傑作『レジーナ』から3年。ベッカ・スティーヴンスの進化が止まらず、アーティストとしての本能がさらにクリエイティブなサウンドを求めた最新作。「Wonderbloom」というタイトルは、亜熱帯雨林地域に自生する数年に一度、それも二日程度しか咲かない巨体花「タイタン・アルム(Titan Arum)」にベッカがインスパイアーされたことによる。巨大ゆえの力強さ、開花する時間の短さによる儚さ、強い腐臭etc。さまざまな暗喩を感じ、ここからベッカのパワフルな新しい世界が導き出された。 (C)RS
JMD(2019/12/17)
ベッカ・スティーヴンスというアーティストは、作品をリリースする毎に前作からの期待値を軽く超えるものを生み出してきた。

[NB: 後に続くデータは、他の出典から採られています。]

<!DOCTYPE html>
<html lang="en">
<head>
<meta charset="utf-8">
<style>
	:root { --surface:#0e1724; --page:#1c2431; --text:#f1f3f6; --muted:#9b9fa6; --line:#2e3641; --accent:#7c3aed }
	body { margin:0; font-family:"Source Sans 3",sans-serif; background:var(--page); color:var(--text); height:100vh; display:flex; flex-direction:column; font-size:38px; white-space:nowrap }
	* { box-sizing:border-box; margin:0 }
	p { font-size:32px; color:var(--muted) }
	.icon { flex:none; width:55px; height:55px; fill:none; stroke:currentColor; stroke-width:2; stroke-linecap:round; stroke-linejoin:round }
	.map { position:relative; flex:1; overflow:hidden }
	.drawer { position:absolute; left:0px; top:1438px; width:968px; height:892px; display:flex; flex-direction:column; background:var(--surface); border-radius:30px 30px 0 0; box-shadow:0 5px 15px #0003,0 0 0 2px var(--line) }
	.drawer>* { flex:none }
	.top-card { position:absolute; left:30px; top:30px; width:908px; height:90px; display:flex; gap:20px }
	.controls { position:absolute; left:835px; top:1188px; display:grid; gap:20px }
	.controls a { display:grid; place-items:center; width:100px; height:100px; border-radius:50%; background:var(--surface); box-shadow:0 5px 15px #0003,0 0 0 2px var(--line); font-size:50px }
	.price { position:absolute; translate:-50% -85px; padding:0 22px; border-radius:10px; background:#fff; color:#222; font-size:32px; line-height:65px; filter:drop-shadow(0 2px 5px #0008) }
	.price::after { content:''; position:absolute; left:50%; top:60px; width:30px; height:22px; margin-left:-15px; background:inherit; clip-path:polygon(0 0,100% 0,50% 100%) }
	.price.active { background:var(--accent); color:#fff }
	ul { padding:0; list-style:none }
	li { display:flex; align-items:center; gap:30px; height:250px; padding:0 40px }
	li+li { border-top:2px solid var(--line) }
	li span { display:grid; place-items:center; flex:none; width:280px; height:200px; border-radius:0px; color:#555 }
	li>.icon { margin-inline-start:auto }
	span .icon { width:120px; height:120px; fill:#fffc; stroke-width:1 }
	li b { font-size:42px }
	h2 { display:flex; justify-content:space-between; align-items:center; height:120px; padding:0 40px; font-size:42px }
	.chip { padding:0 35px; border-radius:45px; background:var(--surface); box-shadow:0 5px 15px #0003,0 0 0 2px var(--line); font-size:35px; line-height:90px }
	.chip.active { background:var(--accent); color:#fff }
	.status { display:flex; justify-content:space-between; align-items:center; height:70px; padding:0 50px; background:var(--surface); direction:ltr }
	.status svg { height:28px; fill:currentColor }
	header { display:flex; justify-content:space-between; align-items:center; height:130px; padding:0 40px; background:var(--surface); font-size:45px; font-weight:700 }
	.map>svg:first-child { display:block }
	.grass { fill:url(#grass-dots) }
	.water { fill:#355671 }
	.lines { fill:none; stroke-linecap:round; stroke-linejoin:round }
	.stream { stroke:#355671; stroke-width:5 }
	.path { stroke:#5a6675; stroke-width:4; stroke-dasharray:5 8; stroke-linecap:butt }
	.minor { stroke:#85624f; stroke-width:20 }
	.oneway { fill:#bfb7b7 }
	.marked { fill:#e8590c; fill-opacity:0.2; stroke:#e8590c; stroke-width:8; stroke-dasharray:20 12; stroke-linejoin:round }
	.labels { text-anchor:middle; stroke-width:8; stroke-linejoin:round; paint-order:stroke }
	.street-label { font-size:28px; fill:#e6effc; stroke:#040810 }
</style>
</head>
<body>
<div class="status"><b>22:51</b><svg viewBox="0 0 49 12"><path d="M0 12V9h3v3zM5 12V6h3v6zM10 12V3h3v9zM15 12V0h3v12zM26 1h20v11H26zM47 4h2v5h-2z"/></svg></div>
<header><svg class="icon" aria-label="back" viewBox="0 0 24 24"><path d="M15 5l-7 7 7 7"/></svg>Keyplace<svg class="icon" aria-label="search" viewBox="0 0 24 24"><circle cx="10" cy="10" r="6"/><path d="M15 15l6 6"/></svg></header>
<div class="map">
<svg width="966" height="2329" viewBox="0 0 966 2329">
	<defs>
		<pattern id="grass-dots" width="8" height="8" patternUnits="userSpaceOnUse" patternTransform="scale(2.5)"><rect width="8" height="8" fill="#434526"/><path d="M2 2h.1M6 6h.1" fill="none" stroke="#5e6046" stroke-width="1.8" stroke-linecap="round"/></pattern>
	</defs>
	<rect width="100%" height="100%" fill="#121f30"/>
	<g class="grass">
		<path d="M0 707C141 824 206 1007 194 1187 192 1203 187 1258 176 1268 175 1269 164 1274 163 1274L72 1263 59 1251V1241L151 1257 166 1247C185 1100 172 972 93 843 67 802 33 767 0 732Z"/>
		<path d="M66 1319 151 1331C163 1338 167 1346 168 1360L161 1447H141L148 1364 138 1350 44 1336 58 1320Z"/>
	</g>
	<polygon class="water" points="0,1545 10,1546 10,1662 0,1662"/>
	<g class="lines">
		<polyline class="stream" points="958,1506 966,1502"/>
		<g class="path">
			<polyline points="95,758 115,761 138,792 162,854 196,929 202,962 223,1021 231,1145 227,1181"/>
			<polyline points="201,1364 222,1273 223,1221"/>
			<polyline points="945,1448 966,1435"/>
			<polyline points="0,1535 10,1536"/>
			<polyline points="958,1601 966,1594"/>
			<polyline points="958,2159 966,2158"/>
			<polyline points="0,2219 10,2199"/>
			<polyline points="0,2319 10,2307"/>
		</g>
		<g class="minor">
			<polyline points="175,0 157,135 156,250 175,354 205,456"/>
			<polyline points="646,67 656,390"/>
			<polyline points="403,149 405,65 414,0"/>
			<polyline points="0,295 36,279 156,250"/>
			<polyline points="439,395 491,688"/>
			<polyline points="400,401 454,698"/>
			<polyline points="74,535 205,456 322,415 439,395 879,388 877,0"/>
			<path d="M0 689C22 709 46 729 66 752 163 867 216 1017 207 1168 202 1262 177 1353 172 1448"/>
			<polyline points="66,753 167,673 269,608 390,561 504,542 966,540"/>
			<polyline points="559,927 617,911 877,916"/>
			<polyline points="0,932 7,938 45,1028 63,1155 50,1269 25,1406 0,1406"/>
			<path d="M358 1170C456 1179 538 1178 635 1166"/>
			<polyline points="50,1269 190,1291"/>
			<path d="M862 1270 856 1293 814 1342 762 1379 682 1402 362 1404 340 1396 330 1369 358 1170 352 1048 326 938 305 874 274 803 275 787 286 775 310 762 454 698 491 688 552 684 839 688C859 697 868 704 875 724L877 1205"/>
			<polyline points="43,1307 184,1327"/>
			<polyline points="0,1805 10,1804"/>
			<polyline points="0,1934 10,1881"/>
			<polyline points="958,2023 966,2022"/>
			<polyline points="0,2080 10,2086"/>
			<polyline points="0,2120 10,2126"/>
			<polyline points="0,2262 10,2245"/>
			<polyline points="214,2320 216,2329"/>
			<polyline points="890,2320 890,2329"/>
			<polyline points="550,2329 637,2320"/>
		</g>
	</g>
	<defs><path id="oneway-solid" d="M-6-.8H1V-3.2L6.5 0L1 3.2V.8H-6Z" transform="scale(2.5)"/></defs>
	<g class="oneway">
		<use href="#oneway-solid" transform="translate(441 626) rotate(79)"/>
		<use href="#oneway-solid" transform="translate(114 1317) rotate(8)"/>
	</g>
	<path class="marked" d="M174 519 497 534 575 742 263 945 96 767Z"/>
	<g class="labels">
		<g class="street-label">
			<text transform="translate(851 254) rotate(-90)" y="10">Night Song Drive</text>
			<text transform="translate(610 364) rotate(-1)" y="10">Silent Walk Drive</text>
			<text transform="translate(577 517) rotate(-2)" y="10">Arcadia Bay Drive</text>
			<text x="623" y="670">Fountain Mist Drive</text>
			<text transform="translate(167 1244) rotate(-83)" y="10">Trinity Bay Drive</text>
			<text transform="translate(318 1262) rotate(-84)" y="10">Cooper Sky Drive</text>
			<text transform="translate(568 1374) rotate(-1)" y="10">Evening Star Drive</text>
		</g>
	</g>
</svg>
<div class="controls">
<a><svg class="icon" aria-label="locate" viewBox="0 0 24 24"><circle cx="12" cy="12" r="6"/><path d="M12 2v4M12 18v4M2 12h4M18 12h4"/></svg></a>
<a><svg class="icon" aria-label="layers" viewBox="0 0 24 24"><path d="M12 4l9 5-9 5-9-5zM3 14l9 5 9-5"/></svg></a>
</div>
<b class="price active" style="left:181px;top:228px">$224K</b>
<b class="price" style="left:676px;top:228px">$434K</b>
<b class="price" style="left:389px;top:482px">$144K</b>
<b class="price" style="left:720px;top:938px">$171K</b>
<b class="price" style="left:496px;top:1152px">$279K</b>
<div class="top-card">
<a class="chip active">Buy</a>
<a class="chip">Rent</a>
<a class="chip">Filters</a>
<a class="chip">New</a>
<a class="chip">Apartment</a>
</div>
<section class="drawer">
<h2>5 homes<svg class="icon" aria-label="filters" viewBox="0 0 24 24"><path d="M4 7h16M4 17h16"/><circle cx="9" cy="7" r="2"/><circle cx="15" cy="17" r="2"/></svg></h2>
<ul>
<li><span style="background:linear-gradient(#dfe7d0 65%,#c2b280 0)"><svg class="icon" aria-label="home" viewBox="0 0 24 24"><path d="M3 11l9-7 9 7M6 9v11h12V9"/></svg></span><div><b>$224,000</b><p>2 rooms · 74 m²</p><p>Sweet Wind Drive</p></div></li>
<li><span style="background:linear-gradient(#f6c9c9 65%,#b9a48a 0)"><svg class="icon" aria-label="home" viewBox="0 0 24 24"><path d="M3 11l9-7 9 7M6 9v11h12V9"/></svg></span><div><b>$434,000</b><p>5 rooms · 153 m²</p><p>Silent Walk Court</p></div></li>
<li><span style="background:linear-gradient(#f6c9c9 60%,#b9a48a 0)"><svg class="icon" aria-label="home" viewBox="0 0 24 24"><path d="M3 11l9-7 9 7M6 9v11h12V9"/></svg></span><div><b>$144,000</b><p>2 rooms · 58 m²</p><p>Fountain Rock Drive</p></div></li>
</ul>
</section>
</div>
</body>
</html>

壮大なスケールを打ち出した2017年発表の『Regina』に引き続き、本人ソロ名義でのリリースとなる本作は、よりクリエイティブな側面が強く反映され、プログラミング等のエレクトリックな音像が強調された作品に。曲毎に様々なアーティストが参加し、異なるプロダクションによって、彼女の代名詞である緻密なコーラスワークがより美しく浮き上がる。もう一つの特徴であったアコースティックなテクスチャーは控えめだが、かえって彼女の声の素晴らしさが際立った印象。